When the horizon of the future darkens, tales of vampires are booming. In fact, there is no people on earth who are unfamiliar with these stories. No people on earth to whom nature, which they have learned to control and consume, has not returned as a terrifying figure.

The visual artist, scenographer and director Philippe Quesne is a master of whimsical and fantastic image theater. In multi-layered scores, he weaves aesthetic and scientific questions into delicate, melancholy and extremely cheerful panoramas of our time, in which the momentum of transformation always plays the decisive role. As the head of the French performance company Studio Vivarium, he has been one of Europe's most successful theater makers for more than two decades. The Théâtre Nanterre-Amandiers in Paris, which he directed from 2014 to 2020, was considered a hotspot for new theater concepts.

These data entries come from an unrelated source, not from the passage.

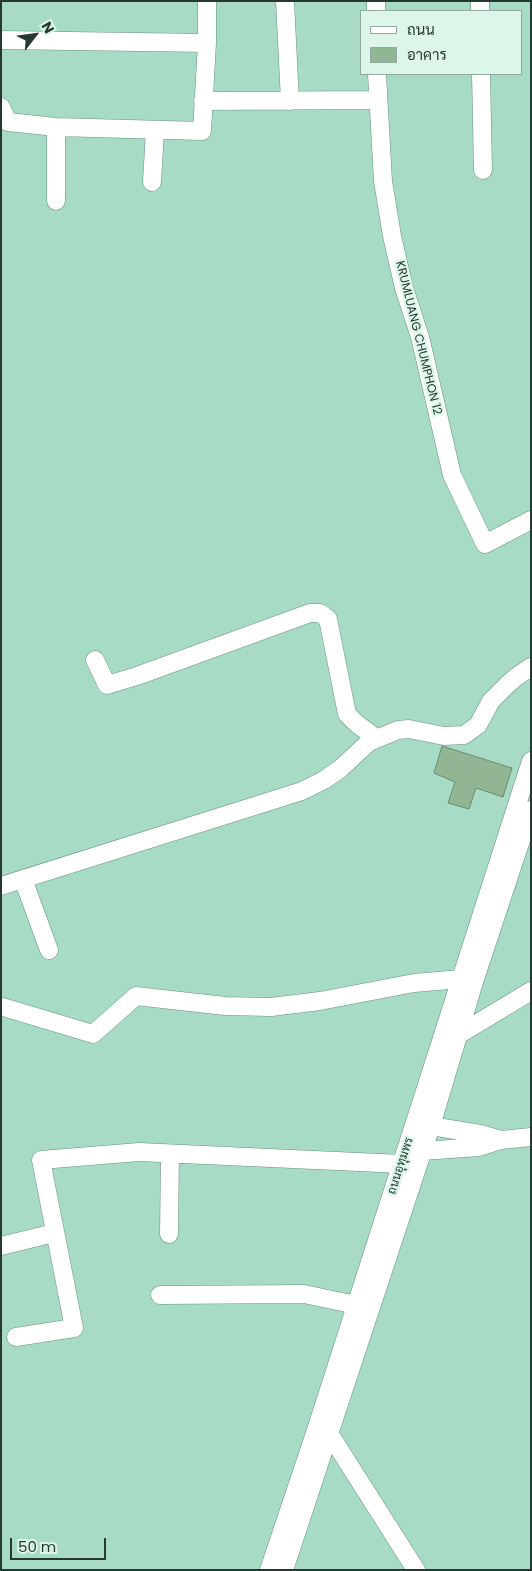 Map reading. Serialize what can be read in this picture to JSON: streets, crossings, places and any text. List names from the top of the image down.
{
  "streets": {
    "street": ["KRUMLUANG CHUMPHON 12", "ถนนอุทุมพร"]
  },
  "legend": ["ถนน", "อาคาร"],
  "scale_bar": "50 m",
  "north": "top right"
} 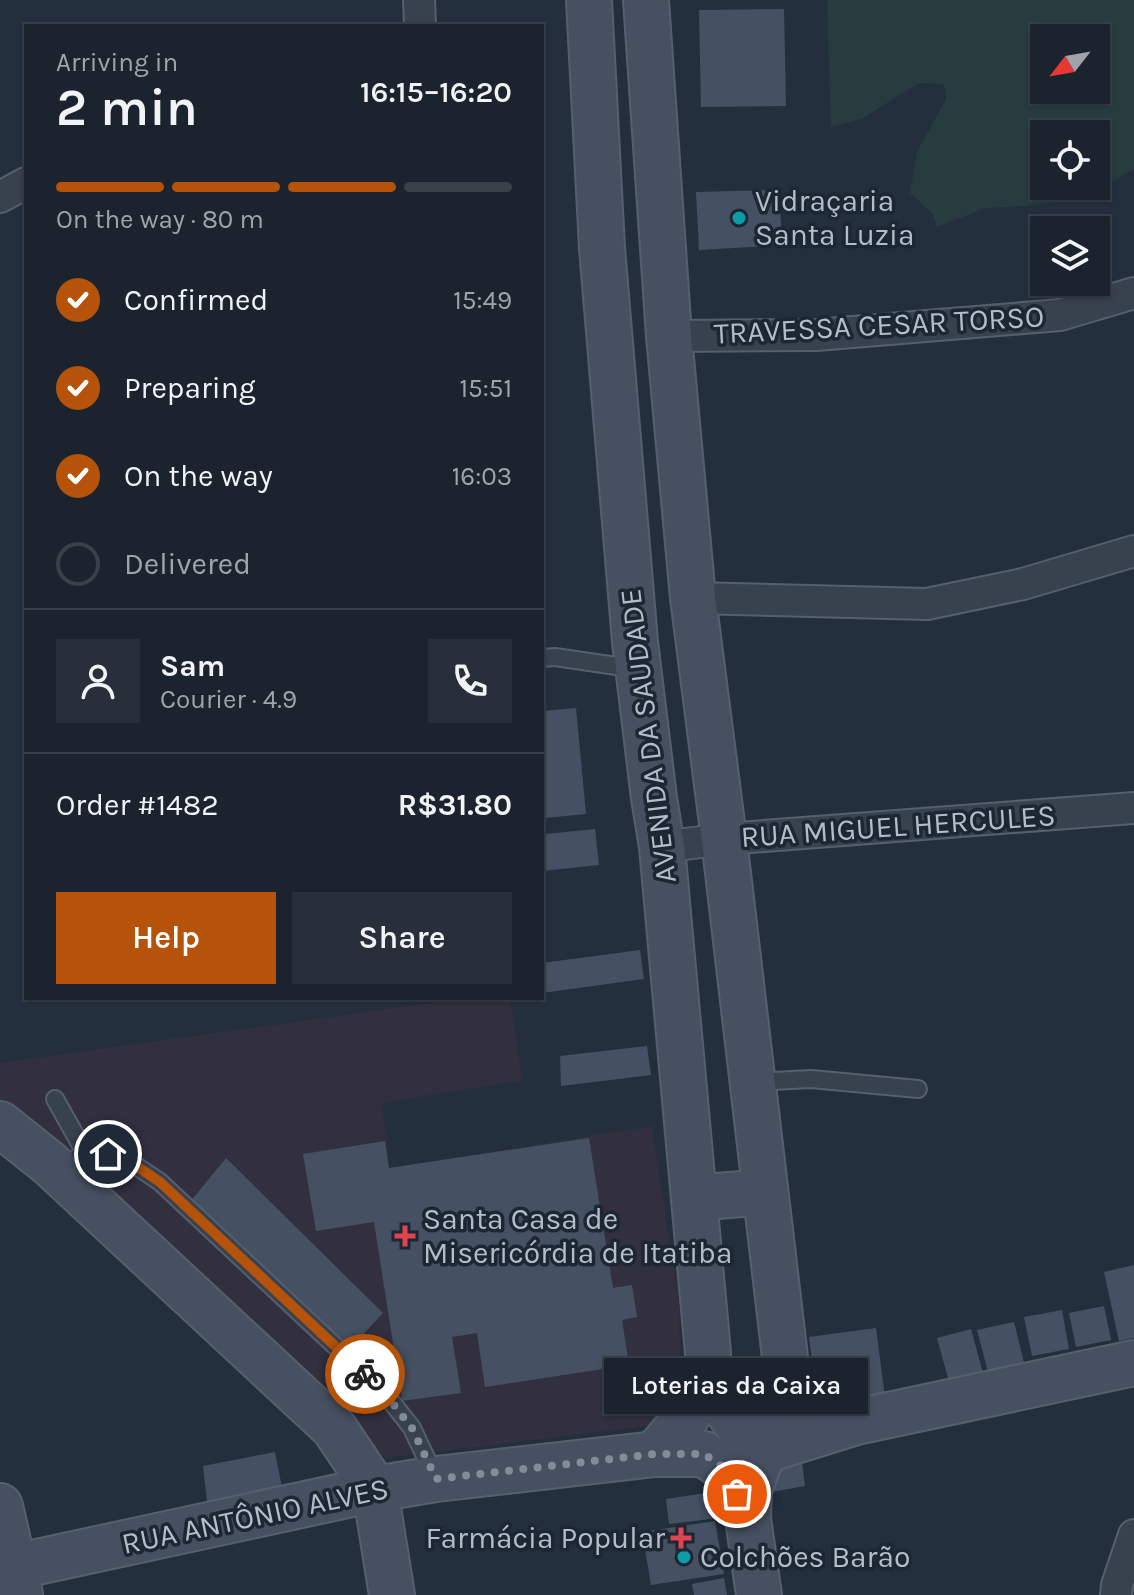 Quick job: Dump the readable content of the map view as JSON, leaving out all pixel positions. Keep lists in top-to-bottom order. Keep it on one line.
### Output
{"streets":{"main road":["AVENIDA DA SAUDADE","RUA ANTÔNIO ALVES"],"street":["TRAVESSA CESAR TORSO","RUA MIGUEL HERCULES"]},"crossings":[["TRAVESSA CESAR TORSO","AVENIDA DA SAUDADE"],["AVENIDA DA SAUDADE","RUA MIGUEL HERCULES"],["AVENIDA DA SAUDADE","RUA ANTÔNIO ALVES"]],"places":{"other":["Vidraçaria Santa Luzia","Loterias da Caixa","Colchões Barão"],"health":["Santa Casa de Misericórdia de Itatiba","Farmácia Popular"]},"north":"bottom left","page":{"heading":["2 min","Arriving in","16:15–16:20"],"panel":["Sam","Courier · 4.9","Order #1482","R$31.80"],"bar":"On the way · 80 m","list":[["Confirmed","15:49"],["Preparing","15:51"],["On the way","16:03"],"Delivered"],"buttons":["Help","Share"],"bubble":"Loterias da Caixa"}} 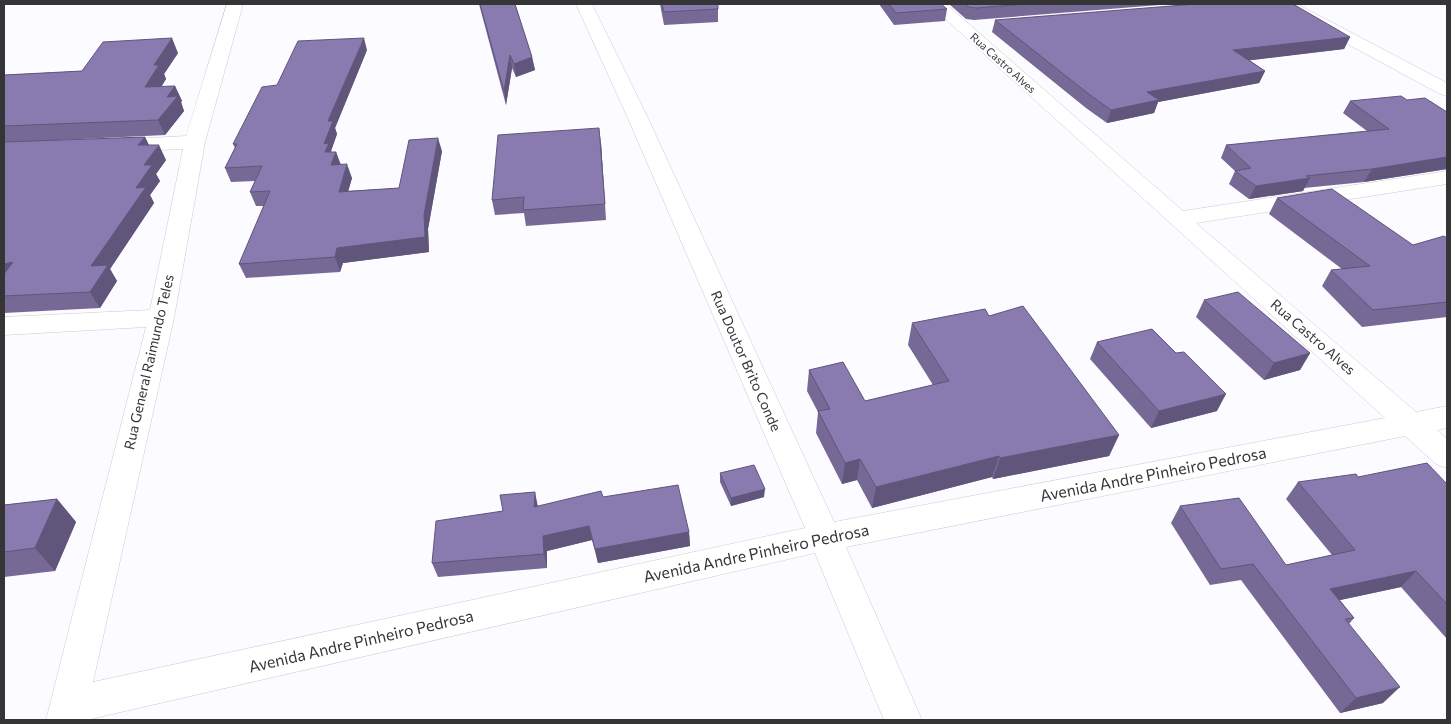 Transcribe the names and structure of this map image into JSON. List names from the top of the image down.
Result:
{
  "streets": {
    "street": [
      "Rua Castro Alves",
      "Rua Doutor Brito Conde",
      "Rua General Raimundo Teles",
      "Avenida Andre Pinheiro Pedrosa"
    ]
  },
  "crossings": [
    ["Rua Castro Alves", "Avenida Andre Pinheiro Pedrosa"],
    ["Rua Doutor Brito Conde", "Avenida Andre Pinheiro Pedrosa"],
    ["Rua General Raimundo Teles", "Avenida Andre Pinheiro Pedrosa"]
  ]
} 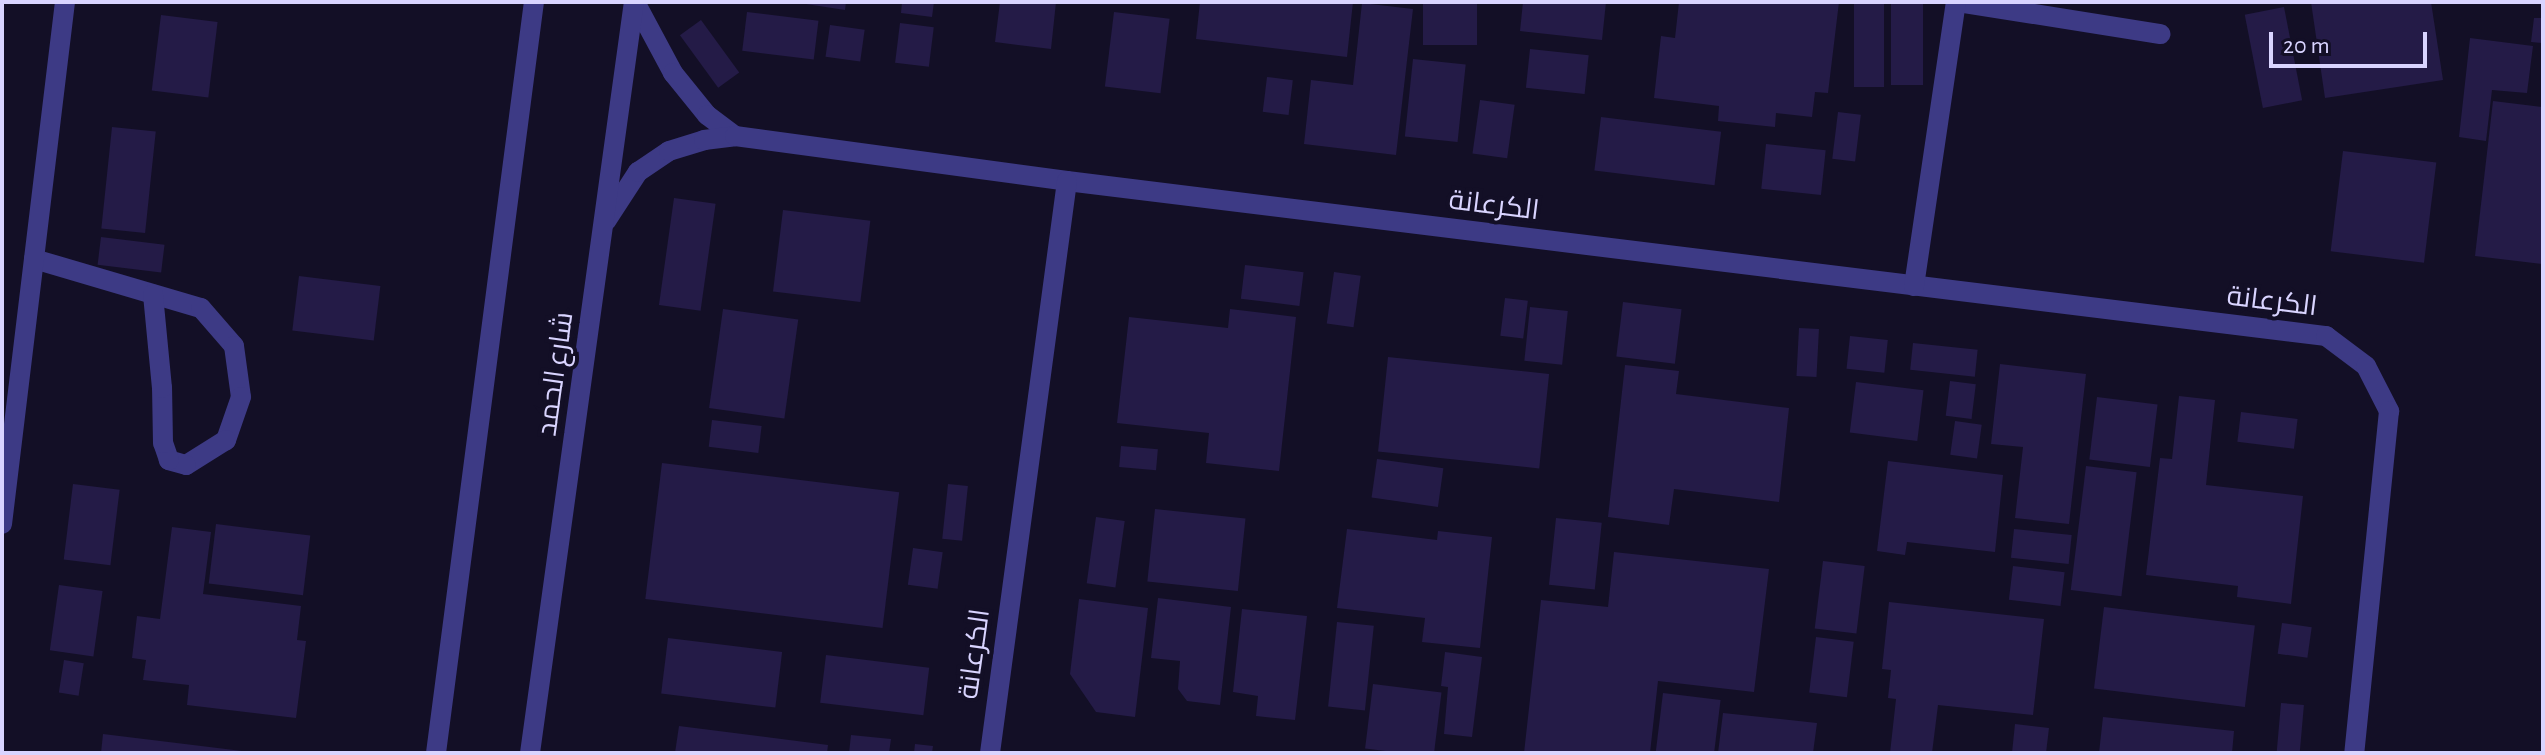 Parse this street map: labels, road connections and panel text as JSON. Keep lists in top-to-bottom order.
{
  "streets": {
    "street": ["الكرعانة", "شارع الحمد"]
  },
  "crossings": [
    ["الكرعانة", "شارع الحمد"]
  ],
  "scale_bar": "20 m"
}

For the first time, he will now be directing at the Deutsches SchauSpielHaus in Hamburg, bringing together members of Studio Vivarium and our ensemble to defy the fears of our present together with them. Quesne's works are an expression of the art of survival in dangerous times. They ask about community building and how we deal with the environment. Where does our sense of crisis come from? How does humanity measure reality? In ever new experiments, they trace the development of human history, its highs and lows. Each new production sees itself as the next stage of this great life project,
which can also be read as a lucid play of references to our cultural influences.

And so the beginning of "Vampire's Mountain" may seem familiar at first: a remote place. A few people from different backgrounds arrive one by one. Nobody knows exactly what they are being asked to do. Is there an inheritance to be made? Something, at any rate, lies buried deep. Or has it already emerged from the earth? The uncertainty creates a fantastic alertness that slowly but surely changes perception: Don't the bare mountain peaks in the distance look like the teeth of a vampire?